Closed rakshithvasudev closed 2 years ago
Hi @rakshithvasudev
Can you provide more information about the system you are using:
Can you also see if the error happens with NGC containers (for example nvcr.io/nvidia/pytorch:22.03-py3
)
Thank you
Hello @ahmadki
Thanks for your response. Here are answers to your questions:
Namespace(amp=True, backbone='resnext50_32x4d', batch_size=16, data_augmentation='hflip', data_layout='channels_last', data_path='/datasets/open-images-v6-mlperf', dataset='openimages-mlperf', device='cuda', dist_backend='nccl', dist_url='env://', distributed=True, epochs=8, eval_batch_s
ize=16, eval_print_freq=20, gpu=0, image_size=[800, 800], lr=0.0001, output_dir='/results', pretrained=False, print_freq=20, rank=0, resume='', seed=931998635, start_epoch=0, sync_bn=False, target_map=0.34, test_only=False, trainable_backbone_layers=3, warmup_epochs=1, warmup_factor=0.00
1, workers=4, world_size=8)
Driver Version: 470.42.01, CUDA Version: 11.4 (on host)
I understand for my host driver settings nvcr.io/nvidia/pytorch:21.10-py3
is a compatible NGC container that doesn't need backward compatibility. That's why I tried the image that was given in the dockerfile, the image you mentioned above and the image I deemed compatible. They are as follows :
1. pytorch/pytorch:1.10.0-cuda11.3-cudnn8-devel
2. nvcr.io/nvidia/pytorch:22.03-py3
3. nvcr.io/nvidia/pytorch:21.10-py3
I'm able to reproduce the same error on all of the three docker base images mentioned here. Any help would be appreciated.
Furthermore, I did do nccl-tests and didn't see any errors running them.
Thank you for providing the information. Using NGC containers helps us narrow down the issue, so let's keep using them.

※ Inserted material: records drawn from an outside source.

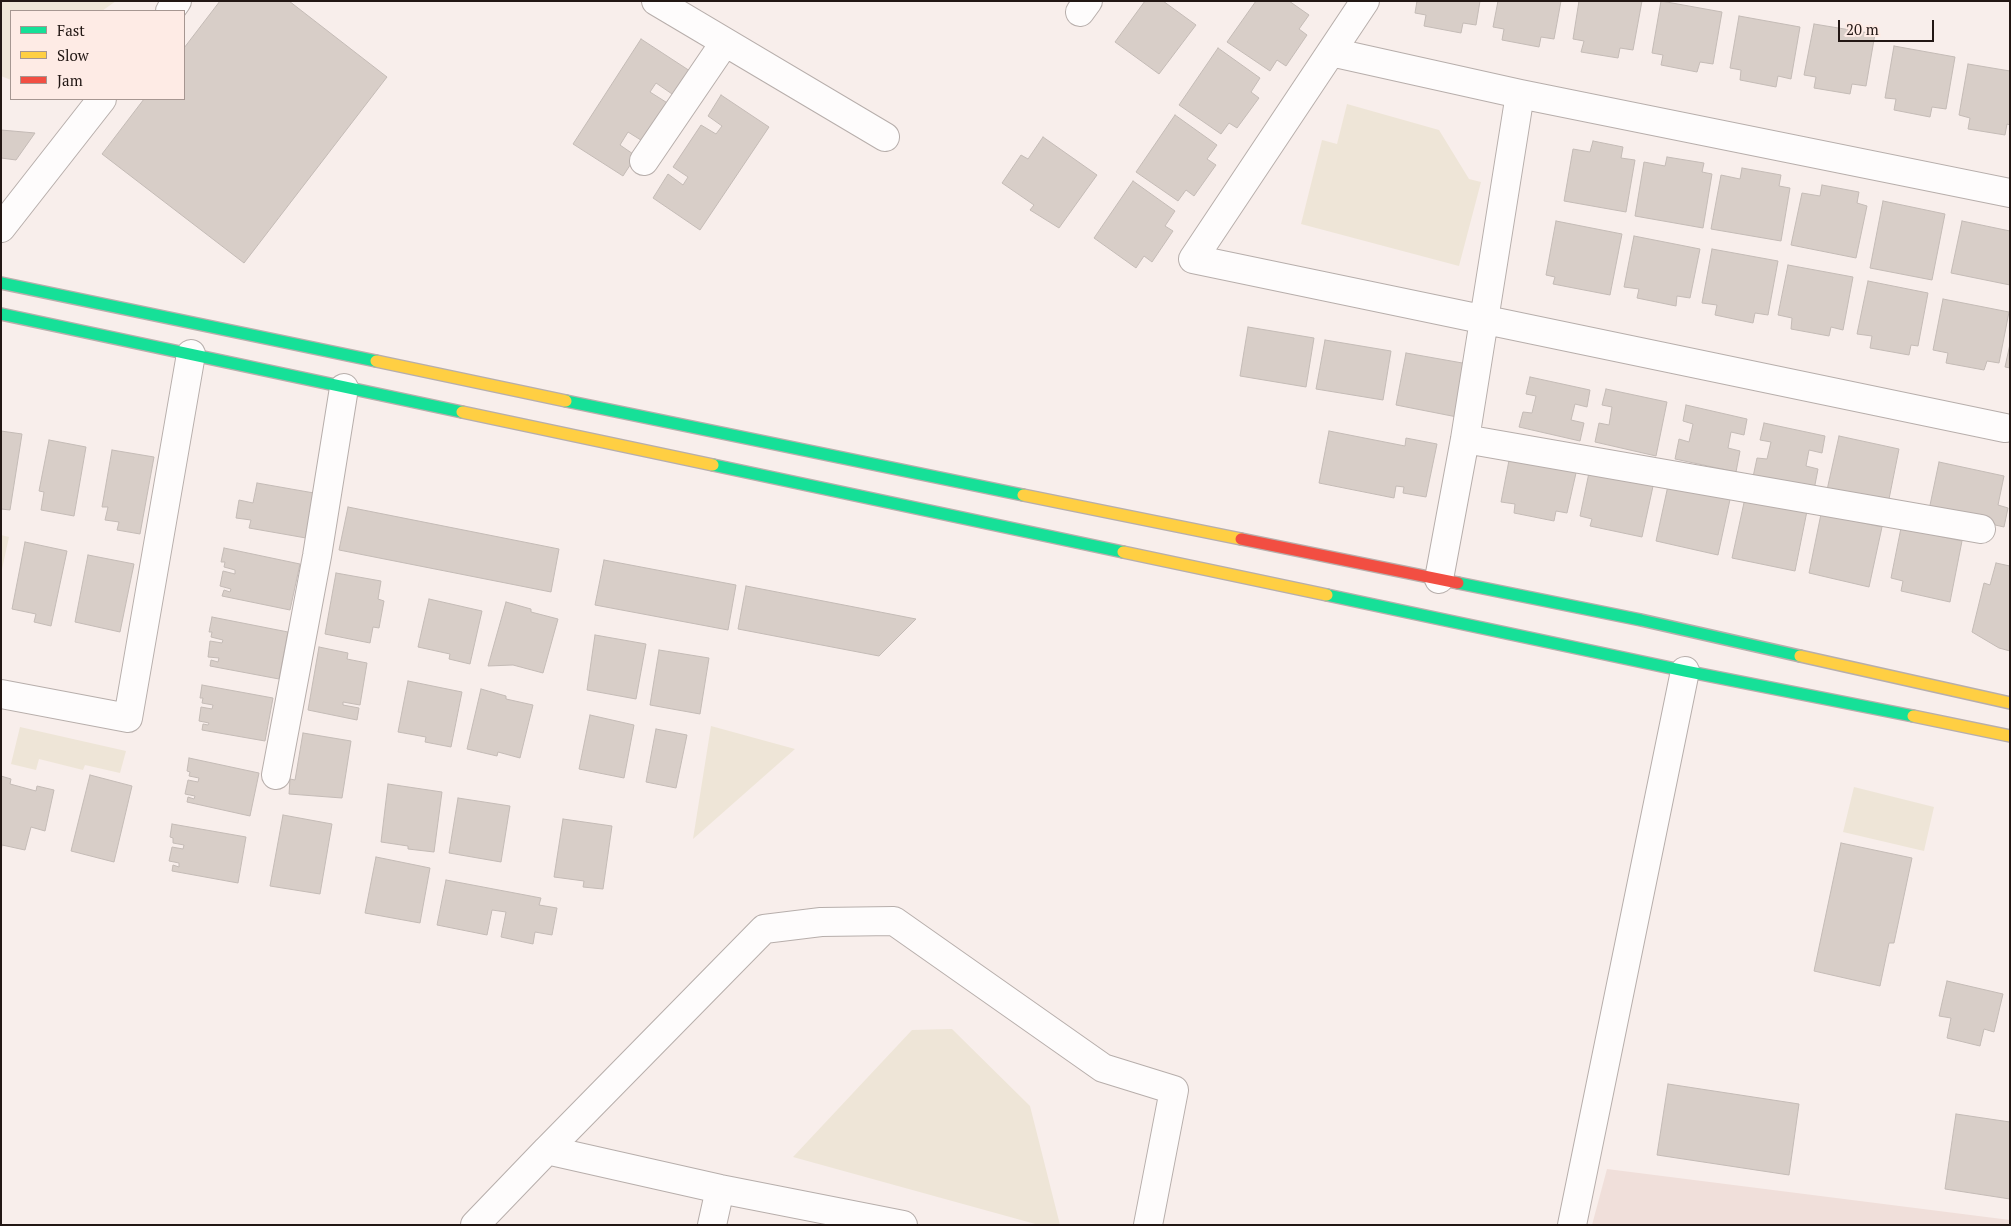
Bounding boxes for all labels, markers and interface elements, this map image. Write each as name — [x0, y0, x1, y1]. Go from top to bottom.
legend — [10, 10, 185, 100]
scale bar — [1841, 10, 1937, 42]
text: 20 m — [1846, 19, 1879, 39]
text: Fast — [57, 20, 85, 40]
text: Slow — [57, 45, 89, 65]
text: Jam — [57, 70, 83, 90]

First, please make sure you are using the --ipc=host
flag in your docker run command:
docker run --rm -it \
--gpus=all \
--ipc=host \
-v <HOST_DATA_DIR>:/datasets/open-images-v6-mlperf \
mlperf/single_stage_detector bash
This is to insures the processes inside your container have enough shared memory for communications. You can run:
df -h | grep shm
from inside the container to make sure there is enough memory.
If the above flag is already in use, please set the following debug environment variables and attach the logs:
export NCCL_DEBUG=INFO
export NCCL_DEBUG_SUBSYS=ALL
export TORCH_DISTRIBUTED_DEBUG=DETAIL
export TORCH_SHOW_CPP_STACKTRACES=1
Thanks @ahmadki!
I was able to run to completion. I actually had --ipc=host
initially too. Not sure what the issue was. I exited my container and restarted everything. It failed first time I launched it, when I tried for the second time, it ran to completion.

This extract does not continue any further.